A Syntax-Injected Approach for Faster and More Accurate Sentiment Analysis
Muhammad Imran, Olga Kellert, Carlos Gómez-Rodríguez
TL;DR
To address the speed bottleneck in syntax-based sentiment analysis, the paper proposes SELSP, a dependency parser cast as a sequence-labeling task trained with DistilBERT on UD English and Spanish data. The parser uses the Relative Encoding encoding and CoDeLin for decoding into UD trees, which feed a sentiment-analysis engine that applies sentiment dictionaries and syntax-based rules to predict polarity. Empirical results across English and Spanish datasets show SELSP-based SA achieves substantial speed gains—often three to eighteen times faster than Stanza and VADER—while maintaining or exceeding their accuracy in most configurations; RoBERTa-based transformers yield higher accuracy but slower inference.

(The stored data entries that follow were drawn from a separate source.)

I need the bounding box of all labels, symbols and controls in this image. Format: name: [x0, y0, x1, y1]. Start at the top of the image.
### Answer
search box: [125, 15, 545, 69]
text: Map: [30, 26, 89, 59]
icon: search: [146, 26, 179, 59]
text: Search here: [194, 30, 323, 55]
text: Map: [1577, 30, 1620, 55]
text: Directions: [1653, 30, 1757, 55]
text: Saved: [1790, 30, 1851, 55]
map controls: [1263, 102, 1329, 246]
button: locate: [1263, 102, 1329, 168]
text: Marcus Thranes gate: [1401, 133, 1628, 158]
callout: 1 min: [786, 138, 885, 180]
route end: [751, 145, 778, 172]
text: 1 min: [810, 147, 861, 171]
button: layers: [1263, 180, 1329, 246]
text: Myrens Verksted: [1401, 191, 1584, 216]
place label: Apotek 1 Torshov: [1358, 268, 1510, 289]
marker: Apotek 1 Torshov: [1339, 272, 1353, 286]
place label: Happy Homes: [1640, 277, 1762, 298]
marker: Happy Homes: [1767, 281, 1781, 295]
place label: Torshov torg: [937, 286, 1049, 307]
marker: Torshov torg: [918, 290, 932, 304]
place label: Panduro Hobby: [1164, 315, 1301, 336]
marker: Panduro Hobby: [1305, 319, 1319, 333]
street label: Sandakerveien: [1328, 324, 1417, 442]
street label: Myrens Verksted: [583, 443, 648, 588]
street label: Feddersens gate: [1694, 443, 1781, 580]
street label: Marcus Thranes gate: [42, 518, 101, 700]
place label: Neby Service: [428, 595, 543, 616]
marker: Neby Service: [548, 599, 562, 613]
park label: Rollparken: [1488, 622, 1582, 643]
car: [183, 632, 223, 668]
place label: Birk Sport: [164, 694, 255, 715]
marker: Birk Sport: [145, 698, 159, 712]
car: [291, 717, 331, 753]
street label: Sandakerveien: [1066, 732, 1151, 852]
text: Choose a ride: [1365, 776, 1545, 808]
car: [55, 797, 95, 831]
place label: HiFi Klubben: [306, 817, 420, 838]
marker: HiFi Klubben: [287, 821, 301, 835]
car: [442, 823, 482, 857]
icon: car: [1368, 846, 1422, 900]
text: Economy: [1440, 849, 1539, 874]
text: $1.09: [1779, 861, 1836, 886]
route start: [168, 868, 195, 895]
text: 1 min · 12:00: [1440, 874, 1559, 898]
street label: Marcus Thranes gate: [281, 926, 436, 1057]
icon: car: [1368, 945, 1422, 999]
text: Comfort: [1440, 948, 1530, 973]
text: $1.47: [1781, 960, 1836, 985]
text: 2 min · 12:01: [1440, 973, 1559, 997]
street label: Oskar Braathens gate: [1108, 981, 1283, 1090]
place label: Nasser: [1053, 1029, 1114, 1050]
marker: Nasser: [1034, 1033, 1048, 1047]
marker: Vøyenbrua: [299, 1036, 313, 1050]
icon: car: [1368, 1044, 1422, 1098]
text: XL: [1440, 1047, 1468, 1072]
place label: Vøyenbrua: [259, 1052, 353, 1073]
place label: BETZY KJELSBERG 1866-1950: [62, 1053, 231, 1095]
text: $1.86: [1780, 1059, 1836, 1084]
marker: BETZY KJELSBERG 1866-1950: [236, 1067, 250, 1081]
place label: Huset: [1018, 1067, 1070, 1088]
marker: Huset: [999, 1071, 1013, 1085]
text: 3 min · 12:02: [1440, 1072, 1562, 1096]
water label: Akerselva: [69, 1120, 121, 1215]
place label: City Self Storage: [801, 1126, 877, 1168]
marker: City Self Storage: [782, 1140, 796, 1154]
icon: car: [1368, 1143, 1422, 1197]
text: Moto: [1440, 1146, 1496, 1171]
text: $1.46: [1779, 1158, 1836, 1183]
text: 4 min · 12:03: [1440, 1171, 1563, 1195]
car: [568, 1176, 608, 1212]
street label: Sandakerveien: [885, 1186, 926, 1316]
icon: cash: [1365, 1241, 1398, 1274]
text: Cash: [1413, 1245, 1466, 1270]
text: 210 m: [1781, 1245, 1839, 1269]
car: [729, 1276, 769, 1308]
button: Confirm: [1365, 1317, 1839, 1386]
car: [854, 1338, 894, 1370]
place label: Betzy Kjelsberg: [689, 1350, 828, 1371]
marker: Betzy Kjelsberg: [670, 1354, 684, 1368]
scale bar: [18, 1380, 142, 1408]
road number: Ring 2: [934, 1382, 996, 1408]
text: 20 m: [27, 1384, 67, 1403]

The work demonstrates that fast, explainable SA is feasible without domain-specific training data, and that in-domain sentiment dictionaries can boost performance, making the approach appealing for real-world deployment.
Abstract
Sentiment Analysis (SA) is a crucial aspect of Natural Language Processing (NLP), addressing subjective assessments in textual content. Syntactic parsing is useful in SA because explicit syntactic information can improve accuracy while providing explainability, but it tends to be a computational bottleneck in practice due to the slowness of parsing algorithms. This paper addresses said bottleneck by using a SEquence Labeling Syntactic Parser (SELSP) to inject syntax into SA. By treating dependency parsing as a sequence labeling problem, we greatly enhance the speed of syntax-based SA. SELSP is trained and evaluated on a ternary polarity classification task, demonstrating its faster performance and better accuracy in polarity prediction tasks compared to conventional parsers like Stanza and to heuristic approaches that use shallow syntactic rules for SA like VADER. This increased speed and improved accuracy make SELSP particularly appealing to SA practitioners in both research and industry. In addition, we test several sentiment dictionaries on our SELSP to see which one improves the performance in polarity prediction tasks. Moreover, we compare the SELSP with Transformer-based models trained on a 5-label classification task. The results show that dictionaries that capture polarity judgment variation provide better results than dictionaries that ignore polarity judgment variation. Moreover, we show that SELSP is considerably faster than Transformer-based models in polarity prediction tasks.